# Introduction

Here is the jupyter notebook for those who have signed up for the competition in NTU.

The competition's goal is to maximize the cummulative environment-given reward.
The key differenet of RL from traditional supervised learning is the loss(here indicates the cummulative reward) could not be optimized directly and therefore the updates of the nets(agents) is a little different.

We either use policy-based methods where we integrate the possibility of taking the action and the reward together to update or we use value based method where a judger will determine whether a single state or action is good.

In this competition, I will provide a RL environment which an agent can interact with and RL baseline. Besides, I am going to uncover the core code the RL baseline and show you the how you can build your own agent. You can either choose to build your own agent or you can adjust the hyperparameters to achieve the most cumulative reward.

# Installation

Here we provide the [video tutorial](https://www.youtube.com/watch?v=7rtqFT9I4uo&t=12s) for you to install this project to better participate in the competition.

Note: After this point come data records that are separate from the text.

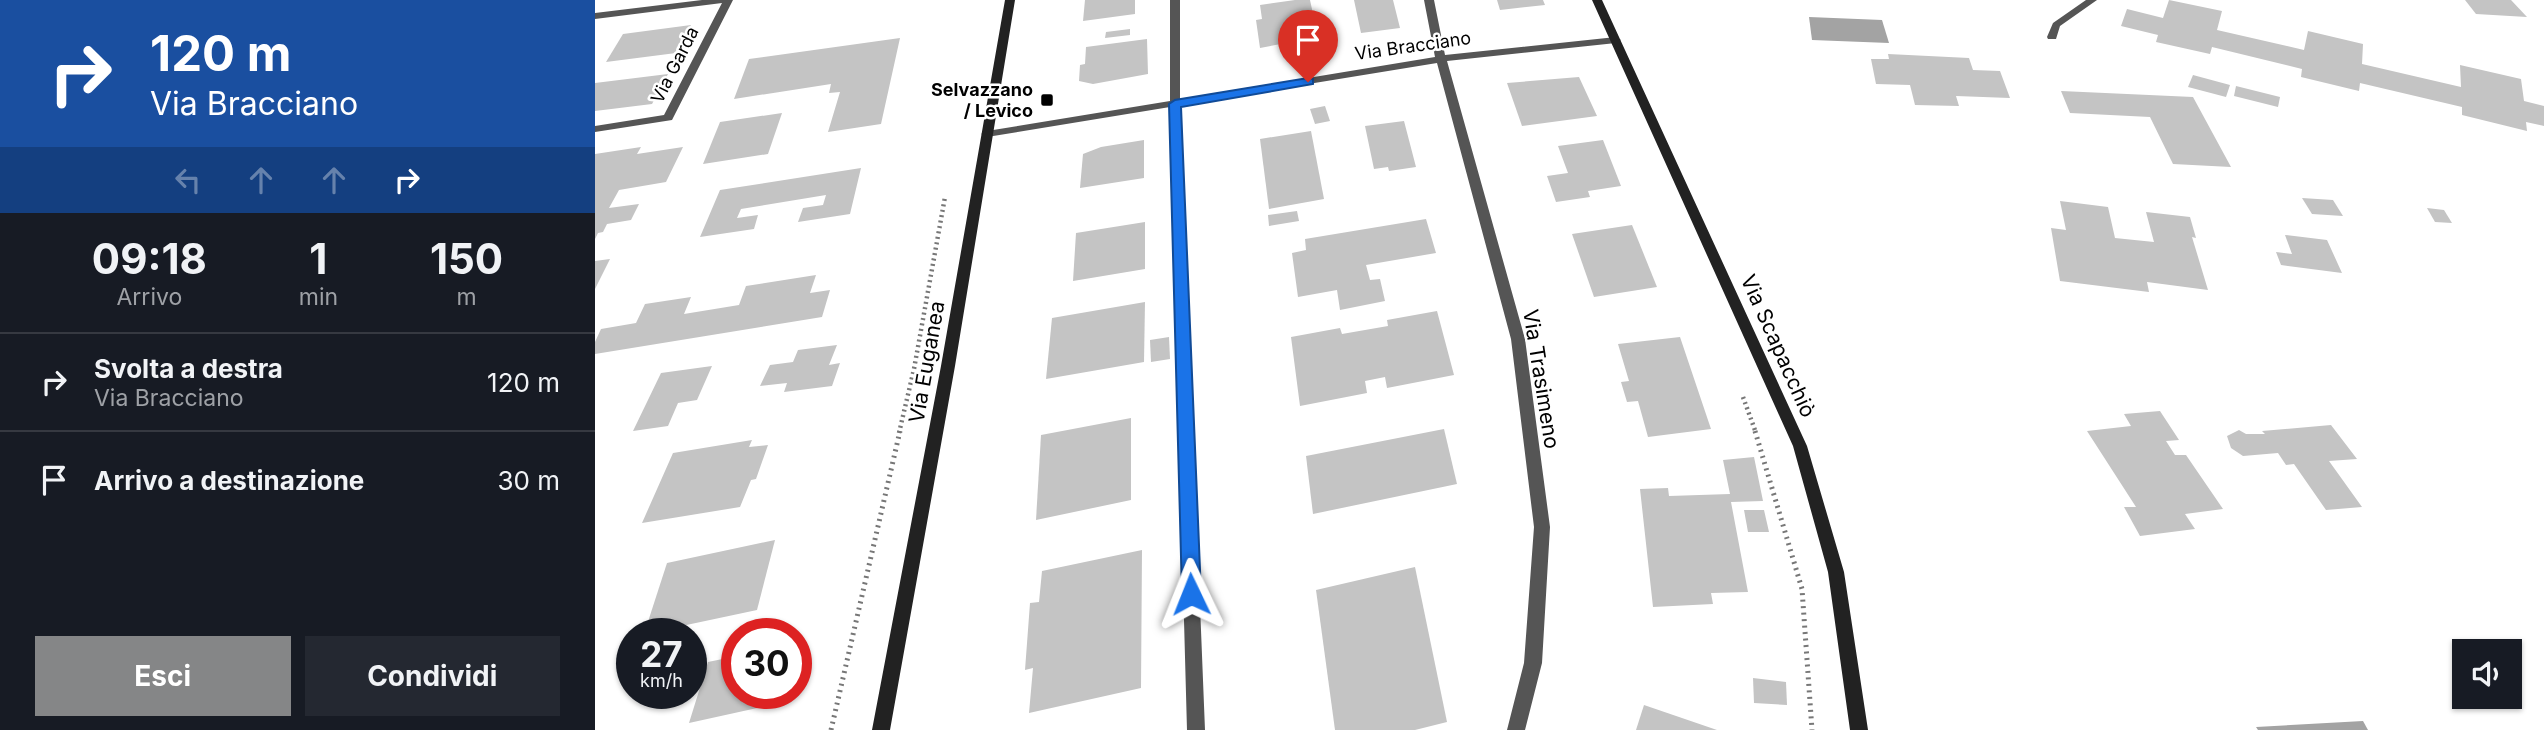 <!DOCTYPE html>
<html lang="it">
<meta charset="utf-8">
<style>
body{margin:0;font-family:Inter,sans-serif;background:#242831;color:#f1f3f6;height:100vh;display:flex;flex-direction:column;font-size:26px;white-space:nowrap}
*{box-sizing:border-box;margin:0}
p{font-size:23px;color:#9ea1a6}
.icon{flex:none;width:38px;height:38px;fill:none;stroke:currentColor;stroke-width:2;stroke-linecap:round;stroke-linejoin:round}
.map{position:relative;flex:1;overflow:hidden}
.panel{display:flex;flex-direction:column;background:#171b24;width:595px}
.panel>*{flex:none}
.hud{background:#1a4fa0;color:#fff;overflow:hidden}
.tools{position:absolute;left:1857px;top:639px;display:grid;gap:14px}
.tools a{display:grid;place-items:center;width:70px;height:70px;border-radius:0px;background:#171b24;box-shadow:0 2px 5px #0004;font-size:35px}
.speed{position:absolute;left:21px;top:618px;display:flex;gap:14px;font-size:35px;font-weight:700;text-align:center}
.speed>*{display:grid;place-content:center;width:91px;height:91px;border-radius:50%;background:#171b24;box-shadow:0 2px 5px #0004;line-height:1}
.speed small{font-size:18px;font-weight:400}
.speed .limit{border:10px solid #d22;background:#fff;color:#111}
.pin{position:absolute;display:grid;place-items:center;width:60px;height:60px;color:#fff;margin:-72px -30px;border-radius:50% 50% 50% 0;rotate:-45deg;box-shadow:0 0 7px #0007}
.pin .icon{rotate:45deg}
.me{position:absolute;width:77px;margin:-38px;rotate:358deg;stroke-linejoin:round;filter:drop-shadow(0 0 5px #0008)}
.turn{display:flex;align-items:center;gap:24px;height:147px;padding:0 35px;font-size:32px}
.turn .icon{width:91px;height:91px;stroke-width:2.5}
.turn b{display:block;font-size:49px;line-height:60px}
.lanes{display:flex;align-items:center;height:66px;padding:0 35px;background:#0003;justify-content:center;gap:35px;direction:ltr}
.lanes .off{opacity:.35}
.eta{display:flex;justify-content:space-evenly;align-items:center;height:119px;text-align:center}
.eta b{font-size:42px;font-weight:700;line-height:49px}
.primary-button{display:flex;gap:14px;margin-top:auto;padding:14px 35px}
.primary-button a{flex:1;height:80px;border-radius:0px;background:#858687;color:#fff;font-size:28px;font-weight:700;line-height:80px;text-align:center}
.primary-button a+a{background:#242831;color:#f1f3f6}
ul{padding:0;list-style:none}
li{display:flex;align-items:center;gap:21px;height:98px;padding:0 35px;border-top:2px solid #363941}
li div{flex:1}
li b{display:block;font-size:26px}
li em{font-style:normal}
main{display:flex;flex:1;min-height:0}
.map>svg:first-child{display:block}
.water{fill:#a3a3a3}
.building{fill:#c4c4c4}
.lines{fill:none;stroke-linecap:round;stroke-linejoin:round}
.path-far1{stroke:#777;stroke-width:4.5;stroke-dasharray:2 3.5;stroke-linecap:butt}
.path{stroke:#777;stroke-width:5;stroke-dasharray:2 4.5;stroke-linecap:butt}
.street{fill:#555;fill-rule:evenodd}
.secondary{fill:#222;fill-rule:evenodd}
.route{fill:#1a73e8;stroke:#114b97;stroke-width:2}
.poi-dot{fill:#000;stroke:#fff;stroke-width:2.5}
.labels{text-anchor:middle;stroke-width:5;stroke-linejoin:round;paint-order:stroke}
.far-street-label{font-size:18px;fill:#000;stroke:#fff}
.far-poi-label{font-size:18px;font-weight:bold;fill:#000;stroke:#fff;text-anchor:end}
.street-label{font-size:21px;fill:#000;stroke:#fff}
</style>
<main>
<section class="panel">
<div class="hud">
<div class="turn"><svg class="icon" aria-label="right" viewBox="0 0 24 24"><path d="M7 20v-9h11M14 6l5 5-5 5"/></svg><div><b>120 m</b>Via Bracciano</div></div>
<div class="lanes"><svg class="icon off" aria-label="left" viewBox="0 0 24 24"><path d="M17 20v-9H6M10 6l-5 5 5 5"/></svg><svg class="icon off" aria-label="ahead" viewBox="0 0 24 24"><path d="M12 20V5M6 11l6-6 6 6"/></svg><svg class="icon off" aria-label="ahead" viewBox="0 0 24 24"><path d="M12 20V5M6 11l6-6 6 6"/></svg><svg class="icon" aria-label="right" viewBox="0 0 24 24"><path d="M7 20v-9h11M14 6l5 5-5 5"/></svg></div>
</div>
<div class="eta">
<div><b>09:18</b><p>Arrivo</p></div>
<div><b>1</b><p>min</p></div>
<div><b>150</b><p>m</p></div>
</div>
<ul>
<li><svg class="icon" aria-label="right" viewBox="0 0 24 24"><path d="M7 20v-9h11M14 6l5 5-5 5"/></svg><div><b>Svolta a destra</b><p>Via Bracciano</p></div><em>120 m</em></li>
<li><svg class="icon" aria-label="arrive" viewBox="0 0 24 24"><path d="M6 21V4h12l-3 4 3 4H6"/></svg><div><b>Arrivo a destinazione</b></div><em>30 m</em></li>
</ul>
<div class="primary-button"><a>Esci</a><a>Condividi</a></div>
</section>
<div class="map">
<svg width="1949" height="730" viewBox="0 0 1949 730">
<rect width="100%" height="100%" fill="#fff"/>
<g class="water">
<polygon points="1214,17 1287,20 1294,43 1217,40"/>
<polygon points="1768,721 1773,730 1663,730 1661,727"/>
</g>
<g class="building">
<polygon points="490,0 540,0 540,14 488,21"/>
<polygon points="700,0 715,0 723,37 665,48 661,20 667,19 665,5"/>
<polygon points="759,0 798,0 805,28 766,33"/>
<polygon points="902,0 948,0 950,5 905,10"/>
<polygon points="1574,0 1627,11 1622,30 1709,50 1713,31 1768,44 1767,64 1866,87 1865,65 1926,79 1929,101 1949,106 1949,126 1931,122 1932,131 1867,115 1867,107 1765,83 1764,91 1706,77 1707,69 1617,47 1615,54 1561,42 1563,35 1526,26 1532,9 1568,18"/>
<polygon points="1870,0 1916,0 1932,17 1881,14"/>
<polygon points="96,25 81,53 11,62 28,34"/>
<polygon points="535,29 535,35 510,38 511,32"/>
<polygon points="305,38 286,124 233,132 245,92 234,93 236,84 139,99 154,59"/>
<polygon points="552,39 553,74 498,84 484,81 485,65 490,64 491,47"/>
<polygon points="1293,54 1374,58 1378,70 1405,71 1415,98 1361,96 1364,106 1320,105 1315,85 1281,84 1276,59 1294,59"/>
<polygon points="73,74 57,104 0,111 0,83"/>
<polygon points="1598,75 1635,85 1631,97 1593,87"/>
<polygon points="984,77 1002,116 927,126 912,83"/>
<polygon points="1641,86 1685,97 1683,107 1639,96"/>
<polygon points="1466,91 1598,97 1636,167 1578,164 1555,117 1475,113"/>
<polygon points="730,106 735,121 720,124 715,109"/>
<polygon points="187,113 173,154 108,164 125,122"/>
<polygon points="809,121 821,167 794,171 793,167 779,169 770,126"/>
<polygon points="716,131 729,199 674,209 665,139"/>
<polygon points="549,140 549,178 485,188 488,154 506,147"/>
<polygon points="1008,140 1026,186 993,191 995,197 961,202 952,176 973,173 963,146"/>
<polygon points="46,147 42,154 88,147 71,182 24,190 14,208 44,204 36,220 12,224 8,232 3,233 0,239 0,154"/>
<polygon points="266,168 255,214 203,222 208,208 228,205 231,195 146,209 142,218 163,215 159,229 105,237 125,190"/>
<polygon points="1707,198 1738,200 1748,216 1717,214"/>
<polygon points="1465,201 1513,207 1520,238 1559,242 1551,212 1595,217 1601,238 1597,237 1613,290 1552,282 1554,292 1465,281 1456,228 1471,230"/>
<polygon points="1832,208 1849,210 1857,223 1840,222"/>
<polygon points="702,211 704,221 674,226 673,215"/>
<polygon points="831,219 841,253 771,265 775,280 785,279 790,301 745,310 742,290 703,297 697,253 711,250 710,239"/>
<polygon points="550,222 550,269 478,281 481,233"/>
<polygon points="1037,225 1062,287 999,297 977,234"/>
<polygon points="1690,235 1732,240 1747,273 1686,265 1681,252 1697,254"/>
<polygon points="15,259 0,289 0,261"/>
<polygon points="221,275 215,293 235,290 227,317 0,354 0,342 6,329 41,323 50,304 96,297 89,314 144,305 151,286"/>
<polygon points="550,302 549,362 451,379 457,318"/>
<polygon points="842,311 859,375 792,388 790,377 770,381 772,393 705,406 696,337 745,328 747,334 793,326 792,320"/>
<polygon points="574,337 575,359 556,362 555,340"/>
<polygon points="1085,337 1116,429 1053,437 1043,401 1032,402 1026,382 1034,381 1023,344"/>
<polygon points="242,345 234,365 245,363 237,386 189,392 192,383 165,386 175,365 198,362 203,350"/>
<polygon points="117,366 102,400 83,403 73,426 38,431 66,373"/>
<polygon points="1565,411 1584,440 1571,441 1580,455 1591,455 1628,509 1590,514 1600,529 1545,536 1529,507 1541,507 1492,431 1536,426 1529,414"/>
<polygon points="536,418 536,500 441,520 446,435"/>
<polygon points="1736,425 1762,459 1734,461 1767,507 1731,510 1699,464 1691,465 1683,453 1648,456 1636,448 1632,436 1644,430 1651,434 1670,434 1667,431"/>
<polygon points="849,429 862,484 718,514 711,456"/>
<polygon points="157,440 154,447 173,445 161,479 156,480 145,507 47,523 78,453"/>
<polygon points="1159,457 1168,501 1136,502 1153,592 1116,593 1118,604 1058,607 1045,489 1073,488 1074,496 1135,494 1128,460"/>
<polygon points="1149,510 1169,510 1174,532 1153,532"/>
<polygon points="180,540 162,610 49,634 72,563"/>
<polygon points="547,550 546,688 434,713 438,668 430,670 435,603 444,602 447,571"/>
<polygon points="820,567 852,722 820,730 740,730 721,590"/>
<polygon points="212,642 205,671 201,672 201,644"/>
<polygon points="142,656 142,693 188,693 185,703 94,723 113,662"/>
<polygon points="1158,678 1191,682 1192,705 1159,703"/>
<polygon points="1049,705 1122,730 1041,730"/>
</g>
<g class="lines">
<g class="path-far1">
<polyline points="1148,397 1161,433"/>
<polyline points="304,433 319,369 350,197"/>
</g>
<g class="path">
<polyline points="1160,431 1207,589 1217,730"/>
<polyline points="236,730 305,431"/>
</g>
<g class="street">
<polygon points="107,0 138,0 77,120 0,132 0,126 69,115 127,3 0,19 0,13"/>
<polygon points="575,0 585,0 585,99 840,57 829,0 839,0 850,55 1021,37 1026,40 1021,43 852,61 930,339 955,527 947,663 930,730 912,730 929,663 939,527 916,339 842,63 585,105 610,730 592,730 575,107 392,137 386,134 392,131 575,101"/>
<polygon points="1491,0 1502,0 1465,26 1461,39 1453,39 1452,37 1458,23"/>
</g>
<g class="secondary">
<polygon points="410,0 420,0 360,366 295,730 277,730 346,366"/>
<polygon points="997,0 1007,0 1212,446 1249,572 1273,730 1255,730 1233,572 1198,446"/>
</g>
</g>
<polygon class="route" points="713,78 718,79 718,84 586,107 606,594 603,600 596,602 589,600 587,594 574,104 580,100"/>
<rect class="poi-dot" x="445" y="93" width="14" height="14" rx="3.5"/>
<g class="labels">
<g class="far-street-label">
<text transform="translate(818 46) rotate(-8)" y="6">Via Bracciano</text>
<text transform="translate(80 65) rotate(-63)" y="6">Via Garda</text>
</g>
<g class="far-poi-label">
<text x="438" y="96">Selvazzano<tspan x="438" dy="21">/ Levico</tspan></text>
</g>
<g class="street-label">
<text transform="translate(1183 346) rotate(66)" y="7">Via Scapacchiò</text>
<text transform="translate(332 362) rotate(-80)" y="7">Via Euganea</text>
<text transform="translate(946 379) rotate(81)" y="7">Via Trasimeno</text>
</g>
</g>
</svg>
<div class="tools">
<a><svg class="icon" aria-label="sound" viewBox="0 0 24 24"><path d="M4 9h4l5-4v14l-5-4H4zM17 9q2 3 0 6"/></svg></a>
</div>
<div class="speed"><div>27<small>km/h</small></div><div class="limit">30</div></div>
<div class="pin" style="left:713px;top:82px;background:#d93025"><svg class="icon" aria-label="arrive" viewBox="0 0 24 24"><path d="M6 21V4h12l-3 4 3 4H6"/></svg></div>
<svg class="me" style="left:596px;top:594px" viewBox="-20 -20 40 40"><path d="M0-17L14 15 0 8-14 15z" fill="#1a73e8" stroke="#fff" stroke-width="4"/></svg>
</div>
</main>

# RL enviornment & baselines

First, we need to add the project to our system path because the setting of jupter notebook is a little different from that of py document.
Then, we need to load the document we need to import the module we need

In [8]:
import sys
sys.path.append("..")
from agent.EIIE.model import EIIE_con, EIIE_lstm, EIIE_rnn, EIIE_critirc
import argparse
from agent.EIIE.util import *
from env.PM.portfolio_for_EIIE import Tradingenv
from logging import raiseExceptions
from stat import S_ENFMT
import torch.nn as nn
import pandas as pd
import sys
from agent.EIIE.trader import trader


Below is a part where you can adjust the default hyperparameters

In [9]:
parser = argparse.ArgumentParser()
parser.add_argument("--random_seed",
                    type=int,
                    default=12345,
                    help="the path for storing the downloaded data")
parser.add_argument(
    "--env_config_path",
    type=str,
    default="config/input_config/env/portfolio/portfolio_for_EIIE/",
    help="the path for storing the downloaded data")
parser.add_argument(
    "--net_type",
    choices=["conv", "lstm", "rnn"],
    default="conv",
    help="the name of the model",
)
parser.add_argument(
    "--num_hidden_nodes",
    type=int,
    default=32,
    help="the number of hidden nodes in lstm or rnn",
)
parser.add_argument(
    "--num_out_channel",
    type=int,
    default=2,
    help="the number of channel",
)
parser.add_argument(
    "--gamma",
    type=float,
    default=0.99,
    help="the gamma for DPG",
)
parser.add_argument(
    "--model_path",
    type=str,
    default="result/EIIE/trained_model",
    help="the path for trained model",
)
parser.add_argument(
    "--result_path",
    type=str,
    default="result/EIIE/test_result",
    help="the path for test result",
)
parser.add_argument(
    "--num_epoch",
    type=int,
    default=10,
    help="the number of epoch we train",
)


_StoreAction(option_strings=['--num_epoch'], dest='num_epoch', nargs=None, const=None, default=10, type=<class 'int'>, choices=None, help='the number of epoch we train', metavar=None)

In [10]:
args = parser.parse_args(args=[])
agent=trader(args)

In [11]:
agent.train_with_valid()
agent.test()

KeyboardInterrupt: 

The next is core code of the agent.
## RL environment

In [12]:
train_env_instance=agent.train_env_instance
valid_env_instance=agent.valid_env_instance
test_env_instance=agent.train_env_instance


# setting for RL environment

There are 3 RL environment in all, if you want to build and train your own agent, you can train it in the train_env_instance, pick the best model for the valid_env_instance and back test in the test_env_instance.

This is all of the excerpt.